Dataset records START
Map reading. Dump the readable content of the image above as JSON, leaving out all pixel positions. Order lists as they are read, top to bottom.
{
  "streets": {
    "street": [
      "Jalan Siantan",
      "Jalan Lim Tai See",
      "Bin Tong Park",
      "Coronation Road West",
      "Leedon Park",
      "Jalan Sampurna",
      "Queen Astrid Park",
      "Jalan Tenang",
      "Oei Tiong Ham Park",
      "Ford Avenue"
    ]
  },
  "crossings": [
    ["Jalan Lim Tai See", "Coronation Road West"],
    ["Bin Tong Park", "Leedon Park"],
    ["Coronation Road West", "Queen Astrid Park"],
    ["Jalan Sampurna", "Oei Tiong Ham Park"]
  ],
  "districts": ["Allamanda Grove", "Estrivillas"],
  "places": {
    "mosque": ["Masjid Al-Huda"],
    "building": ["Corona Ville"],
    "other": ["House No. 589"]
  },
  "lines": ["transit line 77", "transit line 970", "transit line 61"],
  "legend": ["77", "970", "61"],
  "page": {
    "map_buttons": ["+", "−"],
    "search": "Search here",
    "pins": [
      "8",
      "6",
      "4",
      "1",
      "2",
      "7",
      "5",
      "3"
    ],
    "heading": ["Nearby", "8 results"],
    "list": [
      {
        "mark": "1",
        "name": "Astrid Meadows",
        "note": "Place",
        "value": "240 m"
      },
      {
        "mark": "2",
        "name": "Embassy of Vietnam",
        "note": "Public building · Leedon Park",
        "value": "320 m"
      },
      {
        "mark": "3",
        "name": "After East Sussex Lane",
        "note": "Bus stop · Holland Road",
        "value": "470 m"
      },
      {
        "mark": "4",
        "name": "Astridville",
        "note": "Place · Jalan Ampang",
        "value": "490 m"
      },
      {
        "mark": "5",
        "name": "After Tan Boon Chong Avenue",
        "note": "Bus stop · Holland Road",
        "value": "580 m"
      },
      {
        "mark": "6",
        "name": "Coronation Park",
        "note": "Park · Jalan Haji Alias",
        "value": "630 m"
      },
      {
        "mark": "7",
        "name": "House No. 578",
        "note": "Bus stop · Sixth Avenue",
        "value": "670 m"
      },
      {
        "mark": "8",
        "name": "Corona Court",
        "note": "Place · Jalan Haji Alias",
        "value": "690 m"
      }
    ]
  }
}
Dataset records END
> **Task objective**
Every line above should be retyped exactly as given.

> **Answer to this exercise**
Map reading. Dump the readable content of the image above as JSON, leaving out all pixel positions. Order lists as they are read, top to bottom.
{
  "streets": {
    "street": [
      "Jalan Siantan",
      "Jalan Lim Tai See",
      "Bin Tong Park",
      "Coronation Road West",
      "Leedon Park",
      "Jalan Sampurna",
      "Queen Astrid Park",
      "Jalan Tenang",
      "Oei Tiong Ham Park",
      "Ford Avenue"
    ]
  },
  "crossings": [
    ["Jalan Lim Tai See", "Coronation Road West"],
    ["Bin Tong Park", "Leedon Park"],
    ["Coronation Road West", "Queen Astrid Park"],
    ["Jalan Sampurna", "Oei Tiong Ham Park"]
  ],
  "districts": ["Allamanda Grove", "Estrivillas"],
  "places": {
    "mosque": ["Masjid Al-Huda"],
    "building": ["Corona Ville"],
    "other": ["House No. 589"]
  },
  "lines": ["transit line 77", "transit line 970", "transit line 61"],
  "legend": ["77", "970", "61"],
  "page": {
    "map_buttons": ["+", "−"],
    "search": "Search here",
    "pins": [
      "8",
      "6",
      "4",
      "1",
      "2",
      "7",
      "5",
      "3"
    ],
    "heading": ["Nearby", "8 results"],
    "list": [
      {
        "mark": "1",
        "name": "Astrid Meadows",
        "note": "Place",
        "value": "240 m"
      },
      {
        "mark": "2",
        "name": "Embassy of Vietnam",
        "note": "Public building · Leedon Park",
        "value": "320 m"
      },
      {
        "mark": "3",
        "name": "After East Sussex Lane",
        "note": "Bus stop · Holland Road",
        "value": "470 m"
      },
      {
        "mark": "4",
        "name": "Astridville",
        "note": "Place · Jalan Ampang",
        "value": "490 m"
      },
      {
        "mark": "5",
        "name": "After Tan Boon Chong Avenue",
        "note": "Bus stop · Holland Road",
        "value": "580 m"
      },
      {
        "mark": "6",
        "name": "Coronation Park",
        "note": "Park · Jalan Haji Alias",
        "value": "630 m"
      },
      {
        "mark": "7",
        "name": "House No. 578",
        "note": "Bus stop · Sixth Avenue",
        "value": "670 m"
      },
      {
        "mark": "8",
        "name": "Corona Court",
        "note": "Place · Jalan Haji Alias",
        "value": "690 m"
      }
    ]
  }
}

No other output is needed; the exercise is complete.